AF4 and EAF1 form two distinct SL1/MED26-containing complexes

AF4 and EAF1 family proteins share some structural similarities; both have the SDE motif enriched with serine, aspartic acid, and glutamic acid, and the DLXLS motif whose consensus sequence is LXXDLXLS (Figure 5A,B). The NKW motif was found in the AF4 family but not in the EAF family. The SDE motif of AF4 associates with the SL1 complex and its DLXLS motif associates with MED26 (Okuda et al., 2015; Okuda et al., 2016; Takahashi et al., 2011). IP-WB analysis demonstrated that EAF1 was also associated with SL1 and MED26 through its C-terminal domain containing the SDE and DLXLS motifs (Figure 5C, see fGAL4-EAF1-C). ChIP-qPCR analysis confirmed that the C-terminal portion of EAF1 recruited TAF1C and MED26 to the GAL4-responsive promoter (Figure 5D, see fGAL4-EAF1-C). Nevertheless, the GAL4-ELL fusion failed to associate with or recruit TAF1C and MED26 (Figure 5C,D, see fGAL4-ELL′), indicating that ELL-bound EAF1 or AF4 is unable to interact with TAF1C and MED26, and therefore must dissociate from ELL to form a complex with SL1 and MED26 (Figure 5E,F).

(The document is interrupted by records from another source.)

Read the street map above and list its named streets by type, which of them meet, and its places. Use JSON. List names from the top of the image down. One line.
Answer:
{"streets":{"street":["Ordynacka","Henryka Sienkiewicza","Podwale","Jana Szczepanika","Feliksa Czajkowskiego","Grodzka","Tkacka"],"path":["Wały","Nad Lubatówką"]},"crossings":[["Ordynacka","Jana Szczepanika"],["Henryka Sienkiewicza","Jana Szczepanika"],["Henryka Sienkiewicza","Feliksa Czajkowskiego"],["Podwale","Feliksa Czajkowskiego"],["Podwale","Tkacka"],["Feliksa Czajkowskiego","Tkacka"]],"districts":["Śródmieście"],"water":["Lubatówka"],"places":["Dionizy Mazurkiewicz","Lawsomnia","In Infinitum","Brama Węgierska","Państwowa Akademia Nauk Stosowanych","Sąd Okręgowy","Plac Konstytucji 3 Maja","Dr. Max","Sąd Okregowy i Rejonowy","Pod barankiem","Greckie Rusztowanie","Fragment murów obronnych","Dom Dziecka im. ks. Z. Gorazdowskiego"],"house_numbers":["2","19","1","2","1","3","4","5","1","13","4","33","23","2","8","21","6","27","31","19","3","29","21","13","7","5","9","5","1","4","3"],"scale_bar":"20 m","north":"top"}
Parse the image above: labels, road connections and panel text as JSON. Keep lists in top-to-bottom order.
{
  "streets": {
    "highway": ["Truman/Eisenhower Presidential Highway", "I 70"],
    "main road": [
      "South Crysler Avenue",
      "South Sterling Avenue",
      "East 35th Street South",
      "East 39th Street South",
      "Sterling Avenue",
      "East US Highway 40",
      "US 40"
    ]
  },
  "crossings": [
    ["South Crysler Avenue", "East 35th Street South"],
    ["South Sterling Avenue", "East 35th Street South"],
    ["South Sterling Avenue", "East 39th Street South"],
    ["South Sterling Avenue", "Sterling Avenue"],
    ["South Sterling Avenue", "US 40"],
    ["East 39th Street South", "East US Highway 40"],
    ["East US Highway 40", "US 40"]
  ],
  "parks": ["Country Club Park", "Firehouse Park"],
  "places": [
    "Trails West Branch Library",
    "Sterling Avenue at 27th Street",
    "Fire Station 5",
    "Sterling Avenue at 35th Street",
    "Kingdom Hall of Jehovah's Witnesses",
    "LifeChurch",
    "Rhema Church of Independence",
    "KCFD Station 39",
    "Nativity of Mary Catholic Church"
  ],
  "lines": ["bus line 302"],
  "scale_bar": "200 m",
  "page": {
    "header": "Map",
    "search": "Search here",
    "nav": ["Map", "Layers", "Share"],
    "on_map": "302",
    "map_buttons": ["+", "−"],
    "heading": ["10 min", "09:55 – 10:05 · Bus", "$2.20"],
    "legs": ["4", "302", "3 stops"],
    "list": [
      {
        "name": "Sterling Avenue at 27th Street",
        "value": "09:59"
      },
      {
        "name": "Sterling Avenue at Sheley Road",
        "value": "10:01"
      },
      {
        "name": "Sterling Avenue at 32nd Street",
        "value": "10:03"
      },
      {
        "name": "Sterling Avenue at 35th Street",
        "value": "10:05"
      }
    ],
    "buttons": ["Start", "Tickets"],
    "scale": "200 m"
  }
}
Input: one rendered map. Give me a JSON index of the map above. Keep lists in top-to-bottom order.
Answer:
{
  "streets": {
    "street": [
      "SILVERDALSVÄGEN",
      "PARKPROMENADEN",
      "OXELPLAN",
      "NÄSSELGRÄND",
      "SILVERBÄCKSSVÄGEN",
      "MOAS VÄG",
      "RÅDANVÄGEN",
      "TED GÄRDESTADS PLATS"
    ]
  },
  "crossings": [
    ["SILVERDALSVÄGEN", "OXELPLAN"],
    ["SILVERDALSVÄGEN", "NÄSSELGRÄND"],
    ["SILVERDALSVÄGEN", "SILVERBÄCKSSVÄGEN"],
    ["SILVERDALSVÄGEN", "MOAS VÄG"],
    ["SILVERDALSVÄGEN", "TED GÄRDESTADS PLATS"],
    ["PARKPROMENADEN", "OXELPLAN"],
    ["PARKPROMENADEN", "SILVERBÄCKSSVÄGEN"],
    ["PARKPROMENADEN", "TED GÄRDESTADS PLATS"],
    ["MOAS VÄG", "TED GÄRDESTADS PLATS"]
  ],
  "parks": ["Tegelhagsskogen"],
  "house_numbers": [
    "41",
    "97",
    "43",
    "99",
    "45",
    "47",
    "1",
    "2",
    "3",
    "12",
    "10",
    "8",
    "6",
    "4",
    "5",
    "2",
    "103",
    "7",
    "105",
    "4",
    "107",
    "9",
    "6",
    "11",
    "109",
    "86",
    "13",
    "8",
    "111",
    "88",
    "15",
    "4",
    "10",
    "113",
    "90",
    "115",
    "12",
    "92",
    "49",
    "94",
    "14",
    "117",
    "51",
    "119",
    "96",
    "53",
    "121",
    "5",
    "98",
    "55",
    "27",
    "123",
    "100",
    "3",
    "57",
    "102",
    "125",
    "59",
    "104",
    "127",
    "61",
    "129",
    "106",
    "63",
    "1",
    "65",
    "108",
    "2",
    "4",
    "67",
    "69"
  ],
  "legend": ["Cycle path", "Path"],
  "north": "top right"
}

It should be noted that GAL4-EAF1 failed to pull down endogenous AF4 and ENL (Figure 5C,D, see fGAL4-EAF1), while a GAL4-AF4 protein containing an ELL-binding domain (ALF) also failed to pull down exogenously expressed EAF1 (Figure 5C,D, see fGAL4-AF4-2N and C), indicating that the AF4/ELL/EAF1 trimer complex is unstable and that ELL mostly binds AF4 or EAF family proteins in a mutually exclusive manner.

Figure 5 with 1 supplement see all
AF4 and EAF1 form distinct SL1/MED26-containing complexes.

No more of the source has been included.